Northeastern University, College of Mechanical Engineering and Automation, Shenyang, People's Republic of China.
Peng Cheng Laboratory, Shenzhen, People's Republic of China.
J Neural Eng. 2021 Feb 11;18(1). doi: 10.1088/1741-2552/abcdbd.

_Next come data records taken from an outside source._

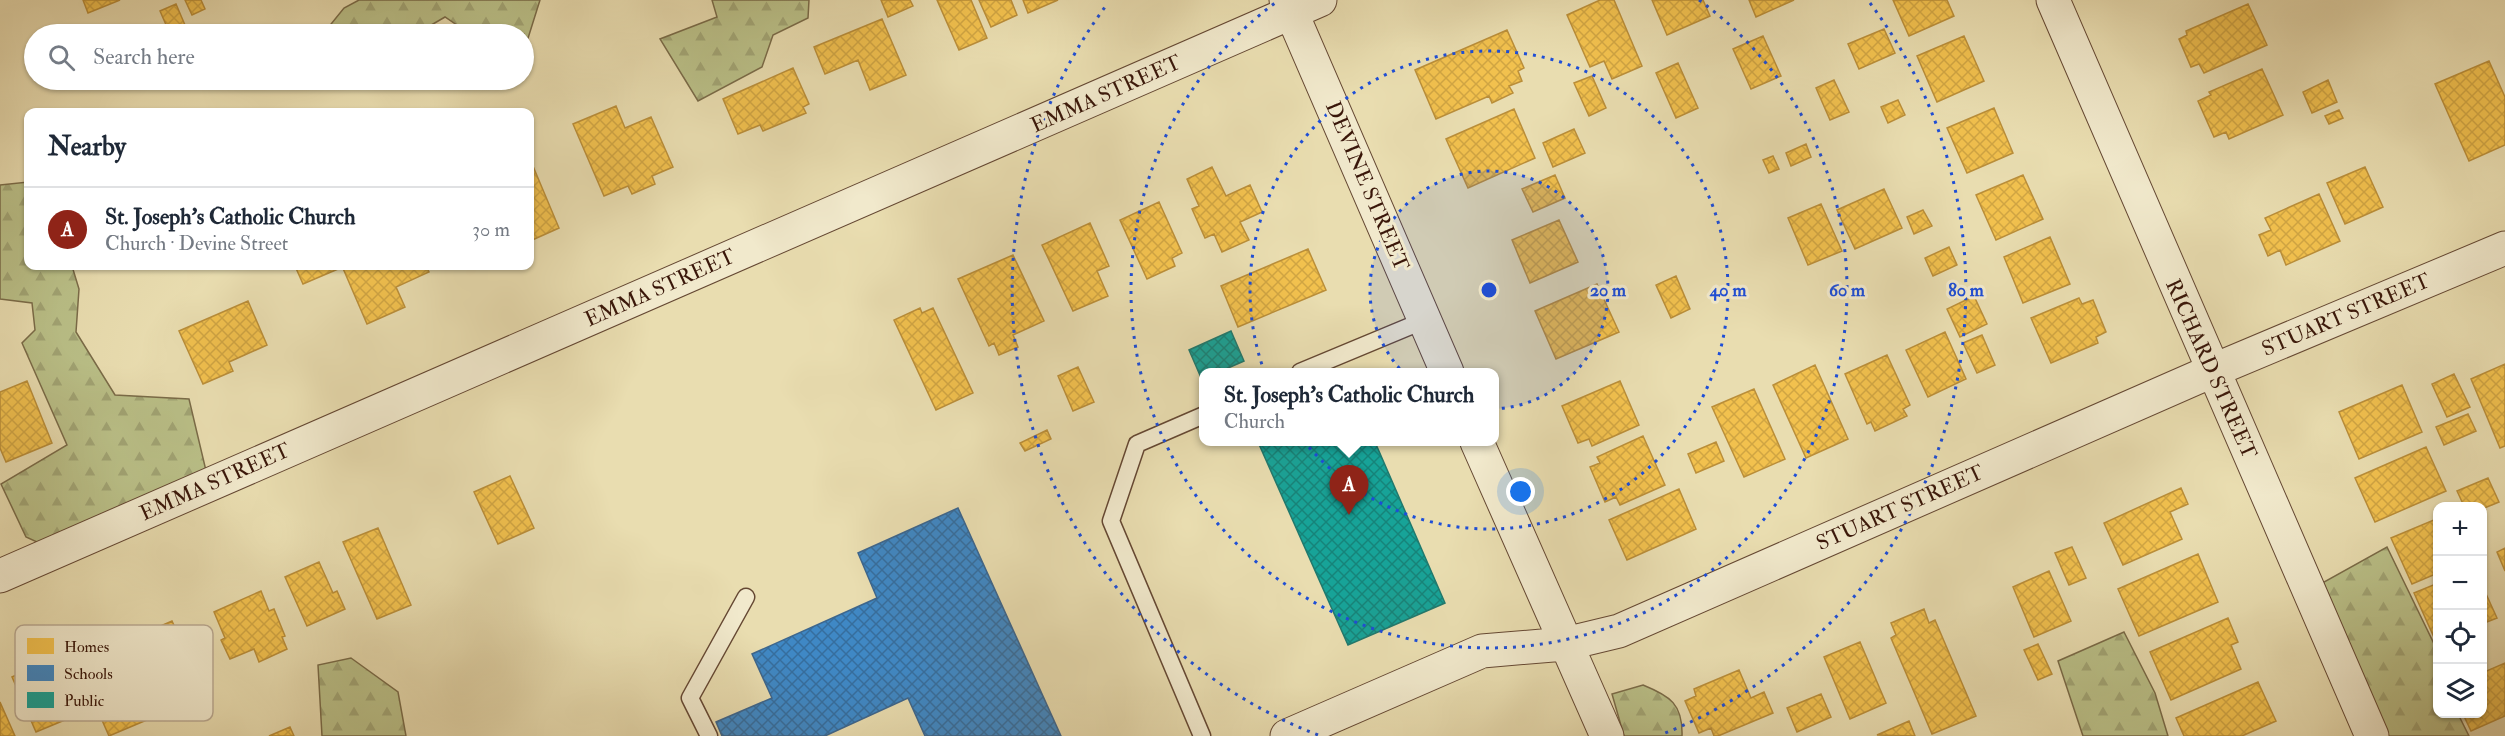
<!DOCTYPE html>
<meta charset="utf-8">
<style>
:root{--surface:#fff;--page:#f2f2f3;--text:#1f2937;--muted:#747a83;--line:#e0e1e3;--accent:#8f2418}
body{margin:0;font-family:"IM FELL Double Pica",serif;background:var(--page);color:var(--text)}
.controls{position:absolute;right:18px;bottom:18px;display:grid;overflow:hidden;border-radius:12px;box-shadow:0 2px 4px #0004}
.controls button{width:54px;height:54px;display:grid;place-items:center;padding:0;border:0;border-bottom:2px solid var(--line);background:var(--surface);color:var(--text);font:30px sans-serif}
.you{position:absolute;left:1521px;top:492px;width:21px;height:21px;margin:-15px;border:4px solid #fff;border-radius:50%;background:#1a73e8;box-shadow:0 0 0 9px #1a73e833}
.badge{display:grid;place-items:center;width:39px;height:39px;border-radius:50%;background:var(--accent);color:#fff;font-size:20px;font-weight:700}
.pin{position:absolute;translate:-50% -50px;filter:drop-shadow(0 2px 3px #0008)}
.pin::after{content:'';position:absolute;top:32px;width:21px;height:18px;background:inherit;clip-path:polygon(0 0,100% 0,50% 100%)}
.popup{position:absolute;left:1199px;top:368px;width:300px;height:78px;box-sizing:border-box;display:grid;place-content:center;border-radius:12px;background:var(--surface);filter:drop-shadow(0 2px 4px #0005);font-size:20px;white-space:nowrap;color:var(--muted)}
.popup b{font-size:22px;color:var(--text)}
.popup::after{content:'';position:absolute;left:50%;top:100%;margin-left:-12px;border:12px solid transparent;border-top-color:var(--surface)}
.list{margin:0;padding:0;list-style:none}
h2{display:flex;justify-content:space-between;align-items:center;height:78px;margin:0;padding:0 24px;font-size:26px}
h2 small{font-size:20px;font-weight:400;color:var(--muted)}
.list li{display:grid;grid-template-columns:39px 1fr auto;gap:18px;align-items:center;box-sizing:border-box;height:84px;padding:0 24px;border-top:2px solid var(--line)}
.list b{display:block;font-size:22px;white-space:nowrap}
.list p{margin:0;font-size:20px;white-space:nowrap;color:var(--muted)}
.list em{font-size:20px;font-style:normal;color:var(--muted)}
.icon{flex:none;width:33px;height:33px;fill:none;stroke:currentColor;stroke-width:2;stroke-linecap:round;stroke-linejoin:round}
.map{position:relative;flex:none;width:2505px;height:736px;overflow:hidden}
.search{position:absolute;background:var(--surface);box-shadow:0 2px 4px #0004;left:24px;top:24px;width:510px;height:66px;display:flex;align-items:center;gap:15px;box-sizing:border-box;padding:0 21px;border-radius:33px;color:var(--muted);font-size:22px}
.panel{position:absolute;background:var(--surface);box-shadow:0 2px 4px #0004;left:24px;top:108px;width:510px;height:162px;border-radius:12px}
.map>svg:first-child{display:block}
.forest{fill:url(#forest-firs);stroke:#7a6b48;stroke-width:1.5}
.homes{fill:url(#homes-cross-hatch);stroke:#ba8e39;stroke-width:1.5}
.schools{fill:url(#schools-cross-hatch);stroke:#3d668d;stroke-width:1.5}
.public{fill:url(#public-cross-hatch);stroke:#21796d;stroke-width:1.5}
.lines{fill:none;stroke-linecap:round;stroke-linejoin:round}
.service-casing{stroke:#654833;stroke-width:19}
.minor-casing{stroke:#654833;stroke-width:35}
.service{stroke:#f1e9cc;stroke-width:16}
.minor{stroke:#f1e9cc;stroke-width:33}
.ring{fill:none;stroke:#1d4ed8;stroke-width:3;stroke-dasharray:3 6}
.labels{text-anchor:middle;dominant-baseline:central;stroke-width:6;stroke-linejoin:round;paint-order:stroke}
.street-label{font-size:21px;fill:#391609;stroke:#f1e9cc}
.key{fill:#f1e9cc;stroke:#baaa92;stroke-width:1.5}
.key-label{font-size:16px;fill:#391609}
.centre{fill:#1d4ed8;stroke:#f1e9cc;stroke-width:3}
.ring-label{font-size:18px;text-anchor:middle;font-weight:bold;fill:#1d4ed8;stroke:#f1e9cc;stroke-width:6;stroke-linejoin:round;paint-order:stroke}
</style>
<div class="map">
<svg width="2505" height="736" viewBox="0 0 2505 736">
<defs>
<pattern id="forest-firs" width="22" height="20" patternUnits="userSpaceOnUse" patternTransform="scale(1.5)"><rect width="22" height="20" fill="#bac088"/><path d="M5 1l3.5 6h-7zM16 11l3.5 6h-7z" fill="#a1a474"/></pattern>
<pattern id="homes-cross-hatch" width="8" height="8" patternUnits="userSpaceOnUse" patternTransform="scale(1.5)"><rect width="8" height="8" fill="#f2c14e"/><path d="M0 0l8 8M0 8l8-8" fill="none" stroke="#d0a543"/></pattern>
<pattern id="schools-cross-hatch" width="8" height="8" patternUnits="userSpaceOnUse" patternTransform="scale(1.5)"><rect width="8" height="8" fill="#3f88c5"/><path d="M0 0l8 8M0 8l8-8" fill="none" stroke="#366e9e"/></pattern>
<pattern id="public-cross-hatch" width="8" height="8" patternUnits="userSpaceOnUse" patternTransform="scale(1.5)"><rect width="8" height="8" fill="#17a398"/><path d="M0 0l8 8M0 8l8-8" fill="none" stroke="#16847a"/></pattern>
</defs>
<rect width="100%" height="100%" fill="#e9ddb0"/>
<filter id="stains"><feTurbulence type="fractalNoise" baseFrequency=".00333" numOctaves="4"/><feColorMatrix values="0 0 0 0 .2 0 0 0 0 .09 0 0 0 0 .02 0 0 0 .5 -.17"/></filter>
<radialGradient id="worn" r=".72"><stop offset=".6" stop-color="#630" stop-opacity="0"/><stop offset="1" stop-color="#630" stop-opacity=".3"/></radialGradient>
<path class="forest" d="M 359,0 L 540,0 L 524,51 L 524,34 L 470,34 L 445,17 L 416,34 L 323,34 L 344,8 Z
M 712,0 L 809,0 L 808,18 L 773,35 L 762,67 L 698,101 L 660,39 L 717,17 Z
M 28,182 L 28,266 L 72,266 L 79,289 L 76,332 L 115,395 L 189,399 L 212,496 L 76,560 L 26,537 L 1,484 L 67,445 L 22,343 L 35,330 L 32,303 L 0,299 L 0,185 Z
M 2387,547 L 2437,650 L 2438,714 L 2458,714 L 2469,736 L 2378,736 L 2315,587 Z
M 2124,632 L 2155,693 L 2168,736 L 2083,736 L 2058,661 Z
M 351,658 L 398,692 L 406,736 L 322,736 L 318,665 Z
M 1643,685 C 1670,696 1683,704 1682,736 L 1624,736 L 1612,694 Z"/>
<path class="homes" d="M 83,0 L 120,0 L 88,13 Z
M 185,0 L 201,0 L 205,9 L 192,15 Z
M 881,0 L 910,0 L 913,6 L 888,17 Z
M 937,0 L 971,0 L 987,38 L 959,50 Z
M 979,0 L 1011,0 L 1017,15 L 991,27 Z
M 1023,0 L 1058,0 L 1028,13 Z
M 1600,0 L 1614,0 L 1642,66 L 1612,79 L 1604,61 L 1590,67 L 1567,15 Z
M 1652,0 L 1703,0 L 1710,16 L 1667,35 Z
M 1749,0 L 1794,0 L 1756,17 Z
M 1893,0 L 1947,0 L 1954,16 L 1909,36 Z
M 176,4 L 188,32 L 183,34 L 170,34 L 160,11 Z
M 2248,4 L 2267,45 L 2204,73 L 2199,64 L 2191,67 L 2179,39 L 2187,35 L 2186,31 Z
M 882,19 L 906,75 L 870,90 L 858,60 L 825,74 L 814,47 Z
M 1884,29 L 1895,53 L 1859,69 L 1848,44 Z
M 1507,30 L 1524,68 L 1518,71 L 1522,81 L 1509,86 L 1513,93 L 1492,103 L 1489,96 L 1436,119 L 1415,70 Z
M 1763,36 L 1781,76 L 1751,89 L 1733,49 Z
M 1964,36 L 1984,81 L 1937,102 L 1917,56 Z
M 2489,61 L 2505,97 L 2505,145 L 2469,161 L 2435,84 Z
M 1678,63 L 1698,108 L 1676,118 L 1656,73 Z
M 793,68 L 809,104 L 803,107 L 806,113 L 763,131 L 760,125 L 738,134 L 723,99 Z
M 2262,69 L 2283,115 L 2229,139 L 2226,132 L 2214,137 L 2198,101 L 2211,95 L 2209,92 Z
M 1592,76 L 1606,108 L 1589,116 L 1574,83 Z
M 1834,80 L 1849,112 L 1830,120 L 1816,88 Z
M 2328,80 L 2337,102 L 2312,113 L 2303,92 Z
M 1898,100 L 1905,115 L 1888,123 L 1881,107 Z
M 616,106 L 625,128 L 651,117 L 673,167 L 652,176 L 655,184 L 632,194 L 628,186 L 604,196 L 573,124 Z
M 1994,108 L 2013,153 L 1967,173 L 1947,128 Z
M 1514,109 L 1535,158 L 1468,188 L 1446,139 Z
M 2339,110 L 2343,118 L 2329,124 L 2325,116 Z
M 1574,129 L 1585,153 L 1553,167 L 1543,143 Z
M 1806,144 L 1811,157 L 1791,166 L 1786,153 Z
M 1773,156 L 1779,169 L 1769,173 L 1763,160 Z
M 530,159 L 559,228 L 530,241 Z
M 1212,167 L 1226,196 L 1250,185 L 1262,212 L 1240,222 L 1249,240 L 1222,252 L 1214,234 L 1205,238 L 1192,209 L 1199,206 L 1187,179 Z
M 2365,167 L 2383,207 L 2345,224 L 2327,183 Z
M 1555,175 L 1565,198 L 1533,212 L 1522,189 Z
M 2023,175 L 2043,219 L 1996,240 L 1976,195 Z
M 1884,189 L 1902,228 L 1855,249 L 1837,210 Z
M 2319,194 L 2340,241 L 2286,265 L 2280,250 L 2268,256 L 2259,235 L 2271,230 L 2265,218 Z
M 1159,202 L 1182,253 L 1172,258 L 1175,266 L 1147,279 L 1120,220 Z
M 1821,204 L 1842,251 L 1808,265 L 1788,218 Z
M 1923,210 L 1932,226 L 1914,234 L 1907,217 Z
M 1559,220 L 1578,262 L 1530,283 L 1512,240 Z
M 1090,223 L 1109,266 L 1097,271 L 1108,296 L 1073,311 L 1042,245 Z
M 2050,237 L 2070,284 L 2023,303 L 2004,257 Z
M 1949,247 L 1957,265 L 1933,276 L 1925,258 Z
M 1308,249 L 1326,290 L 1238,327 L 1221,286 Z
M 1013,255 L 1044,321 L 1013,335 L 1018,347 L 999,355 L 994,343 L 989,346 L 958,279 Z
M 295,266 L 337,266 L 338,269 L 303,284 Z
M 342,266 L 426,266 L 429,272 L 396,287 L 405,307 L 367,324 Z
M 1676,276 L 1690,309 L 1671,318 L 1656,285 Z
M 1597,284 L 1619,332 L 1556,359 L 1535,311 Z
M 1974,296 L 1987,324 L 1960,337 L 1947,309 Z
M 2079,298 L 2082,304 L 2093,300 L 2106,332 L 2096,337 L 2098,343 L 2051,363 L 2031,318 Z
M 248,301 L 267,345 L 229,362 L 233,371 L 203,384 L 179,331 Z
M 920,308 L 922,313 L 933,308 L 973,393 L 936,410 L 894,320 Z
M 1945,332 L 1966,379 L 1928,397 L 1906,350 Z
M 1982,335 L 1995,365 L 1977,373 L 1963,343 Z
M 1887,355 L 1910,405 L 1903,409 L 1907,416 L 1875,431 L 1871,422 L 1867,424 L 1845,374 Z
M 2505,364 L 2505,446 L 2500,448 L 2471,379 Z
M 1815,365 L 1848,439 L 1806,458 L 1773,385 Z
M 1078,367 L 1094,402 L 1073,411 L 1058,376 Z
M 2454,374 L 2470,407 L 2447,417 L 2432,384 Z
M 27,381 L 52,443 L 6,462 L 0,448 L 0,392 Z
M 1620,381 L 1639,425 L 1592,446 L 1589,439 L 1578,443 L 1562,406 Z
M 2402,385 L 2422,432 L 2359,459 L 2339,412 Z
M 1754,389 L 1785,459 L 1744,477 L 1712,407 Z
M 2468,414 L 2476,431 L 2444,445 L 2436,427 Z
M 1047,430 L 1051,439 L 1025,451 L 1020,443 Z
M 1643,436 L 1665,485 L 1620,505 L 1616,497 L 1605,502 L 1590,467 L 1600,463 L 1597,457 Z
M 1716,442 L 1724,461 L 1696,473 L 1688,454 Z
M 2426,447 L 2446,491 L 2375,522 L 2355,478 Z
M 510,476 L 534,528 L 498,544 L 474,492 Z
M 2488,478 L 2499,502 L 2482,509 L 2482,506 L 2464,506 L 2457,491 Z
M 2181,488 L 2188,504 L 2170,512 L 2182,539 L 2123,565 L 2104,523 Z
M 1679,489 L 1696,529 L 1627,560 L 1609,520 Z
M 2436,519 L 2438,573 L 2412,584 L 2391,538 Z
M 378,528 L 411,605 L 377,619 L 343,542 Z
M 2072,547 L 2086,578 L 2069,585 L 2055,553 Z
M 2505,548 L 2505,571 L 2497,552 Z
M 2198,554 L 2218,602 L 2139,636 L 2118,589 Z
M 319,562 L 333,593 L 337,591 L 345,609 L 307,626 L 285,577 Z
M 2049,571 L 2071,621 L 2034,637 L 2013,587 Z
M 2438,583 L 2438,644 L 2437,644 L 2414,593 Z
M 2482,585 L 2497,618 L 2482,624 Z
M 261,591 L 269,611 L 274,609 L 285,636 L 282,637 L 287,649 L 259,662 L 254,649 L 230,659 L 221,640 L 225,638 L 214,612 Z
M 1924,609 L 1929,623 L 1935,620 L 1976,716 L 1932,734 L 1891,638 L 1896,635 L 1891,623 Z
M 2228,618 L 2238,642 L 2231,645 L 2241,669 L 2171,700 L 2150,652 Z
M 172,621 L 195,671 L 190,673 L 205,707 L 177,718 L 160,681 L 145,688 L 131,657 L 154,647 L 147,632 Z
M 1860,642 L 1886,703 L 1850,719 L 1824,657 Z
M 2038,644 L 2052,674 L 2038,680 L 2024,650 Z
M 119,650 L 149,719 L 109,736 L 79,668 Z
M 59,656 L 84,712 L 36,732 L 12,677 Z
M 2505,663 L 2505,716 L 2471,731 L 2463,714 L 2482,714 L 2482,673 Z
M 1739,670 L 1751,698 L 1764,692 L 1773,713 L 1718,736 L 1714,736 L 1711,728 L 1699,733 L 1685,701 L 1696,696 L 1694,689 Z
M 2258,682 L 2276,721 L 2242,736 L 2184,736 L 2176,718 Z
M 1821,694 L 1831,717 L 1797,732 L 1787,708 Z
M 0,702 L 15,736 L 0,736 Z
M 1909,721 L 1915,736 L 1877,735 Z
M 290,727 L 294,736 L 269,736 Z"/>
<path class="schools" d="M 958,508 L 1061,736 L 925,736 L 908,698 L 825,736 L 722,736 L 716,722 L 772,698 L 752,654 L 877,598 L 858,553 Z"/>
<path class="public" d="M 1231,331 L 1244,361 L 1219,372 L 1204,372 L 1202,380 L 1189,350 Z
M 1258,442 L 1375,442 L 1445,603 L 1348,645 Z"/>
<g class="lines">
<g class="service-casing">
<path id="service" d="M 1300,372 L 1425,320
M 709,736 L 690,698 L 746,597
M 1202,736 L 1111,521 L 1137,444 L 1204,415"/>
</g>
<g class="minor-casing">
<path id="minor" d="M 1286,0 L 1447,372
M 2053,0 L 2372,736
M 1477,442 L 1607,736
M 0,576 L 1320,0
M 1287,736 L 1482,651 L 1565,644 L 1619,631 L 2212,371 L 2505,248"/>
</g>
<use href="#service" class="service"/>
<use href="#minor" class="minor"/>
</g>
<circle cx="1489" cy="290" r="119" fill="#1d4ed8" fill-opacity=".12"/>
<g class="ring">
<circle cx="1489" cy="290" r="119"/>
<circle cx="1489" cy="290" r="239"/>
<path d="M1699 0A358 358 0 1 1 1279 0"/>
<path d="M1318 735A477 477 0 0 1 1108 3M1870 3A477 477 0 0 1 1660 735"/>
</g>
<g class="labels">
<g class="street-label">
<text transform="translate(1106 94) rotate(-24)">EMMA STREET</text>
<text transform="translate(1367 186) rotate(67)">DEVINE STREET</text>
<text transform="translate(660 288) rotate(-24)">EMMA STREET</text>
<text transform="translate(2346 315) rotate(-23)">STUART STREET</text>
<text transform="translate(2211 369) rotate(66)">RICHARD STREET</text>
<text transform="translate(215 482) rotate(-24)">EMMA STREET</text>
<text transform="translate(1900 508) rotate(-24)">STUART STREET</text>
</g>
</g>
<rect x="15" y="625" width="198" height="96" rx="9" class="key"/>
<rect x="27" y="638" width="27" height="16" fill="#f2c14e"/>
<rect x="27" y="665" width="27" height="16" fill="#3f88c5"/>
<rect x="27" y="692" width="27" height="16" fill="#17a398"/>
<g class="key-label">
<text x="64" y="652">Homes</text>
<text x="64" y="679">Schools</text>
<text x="64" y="706">Public</text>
</g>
<circle cx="1489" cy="290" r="9" class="centre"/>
<g class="ring-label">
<text x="1608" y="296">20 m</text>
<text x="1728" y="296">40 m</text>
<text x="1847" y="296">60 m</text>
<text x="1966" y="296">80 m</text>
</g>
<rect width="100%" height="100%" filter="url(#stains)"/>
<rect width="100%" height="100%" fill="url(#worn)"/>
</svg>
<div class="controls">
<button>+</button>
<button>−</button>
<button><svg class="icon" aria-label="locate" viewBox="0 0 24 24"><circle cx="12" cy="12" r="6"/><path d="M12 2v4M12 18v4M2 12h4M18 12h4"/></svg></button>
<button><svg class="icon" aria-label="layers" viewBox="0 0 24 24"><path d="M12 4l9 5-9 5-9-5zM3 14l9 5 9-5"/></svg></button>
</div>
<div class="you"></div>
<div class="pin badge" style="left:1349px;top:515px">A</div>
<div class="popup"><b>St. Joseph's Catholic Church</b>Church</div>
<div class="search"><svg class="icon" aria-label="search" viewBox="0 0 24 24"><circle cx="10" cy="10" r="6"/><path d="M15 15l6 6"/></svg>Search here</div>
<section class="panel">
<h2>Nearby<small></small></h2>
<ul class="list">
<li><span class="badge">A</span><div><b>St. Joseph's Catholic Church</b><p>Church · Devine Street</p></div><em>30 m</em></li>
</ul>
</section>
</div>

The prevalence of acrophobia is high, especially with the rise of many high-rise buildings. In the recent few years, researchers have begun to analyze acrophobia from the neuroscience perspective, especially to improve the virtual reality exposure therapy (VRET). Electroencephalographic (EEG) is an informative neuroimaging technique, but it is rarely used for acrophobia. The purpose of this study is to evaluate the effectiveness of using EEGs to identify the degree of acrophobia objectively.EEG data were collected by virtual reality (VR) exposure experiments. We classified all subjects' degrees of acrophobia into three categories, where their questionnaire scores and behavior data showed significant differences. Using synchronization likelihood, we computed the functional connectivity between each pair of channels and then obtained complex networks named functional brain networks (FBNs). Basic topological features and community structure features were extracted from the FBNs. Statistical results demonstrated that FBN features can be used to distinguish different groups of subjects. We trained machine learning (ML) algorithms with FBN features as inputs and trained convolutional neural networks (CNNs) with FBNs directly as inputs.It turns out that using FBN to identify the severity of acrophobia is feasible. For ML algorithms, the community structure features of some cerebral cortex regions outperform typical topological features of the whole brain, in terms of classification accuracy. The performances of CNN algorithms are better than ML algorithms. The CNN with ResNet performs the best (accuracy reached 98.46 ± 0.42%).These observations indicate that community structures of certain cerebral cortex regions could be used to identify the degree of acrophobia. The proposed CNN framework can provide objective feedback, which could help build closed-loop VRET portable systems.
恐高症的患病率很高,尤其是随着许多高楼大厦的兴起。近年来,研究人员开始从神经科学的角度分析恐高症,特别是为了改进虚拟现实暴露疗法(VRET)。脑电图(EEG)是一种信息丰富的神经影像学技术,但很少用于恐高症。本研究旨在评估使用 EEG 客观识别恐高症程度的有效性。
EEG 数据通过虚拟现实(VR)暴露实验收集。我们将所有被试的恐高程度分为三个等级,他们的问卷得分和行为数据显示出显著差异。使用同步似然性,我们计算了每个通道对之间的功能连接,并获得了名为功能脑网络(FBN)的复杂网络。从 FBN 中提取了基本拓扑特征和社区结构特征。统计结果表明,FBN 特征可用于区分不同组别的被试。我们以 FBN 特征作为输入训练机器学习(ML)算法,并直接以 FBN 作为输入训练卷积神经网络(CNN)。事实证明,使用 FBN 识别恐高症的严重程度是可行的。对于 ML 算法,某些大脑皮层区域的社区结构特征在分类准确性方面优于整个大脑的典型拓扑特征。CNN 算法的性能优于 ML 算法。具有 ResNet 的 CNN 表现最好(准确率达到 98.46±0.42%)。
这些观察结果表明,某些大脑皮层区域的社区结构可用于识别恐高症的程度。所提出的 CNN 框架可以提供客观的反馈,这有助于构建闭环 VRET 便携式系统。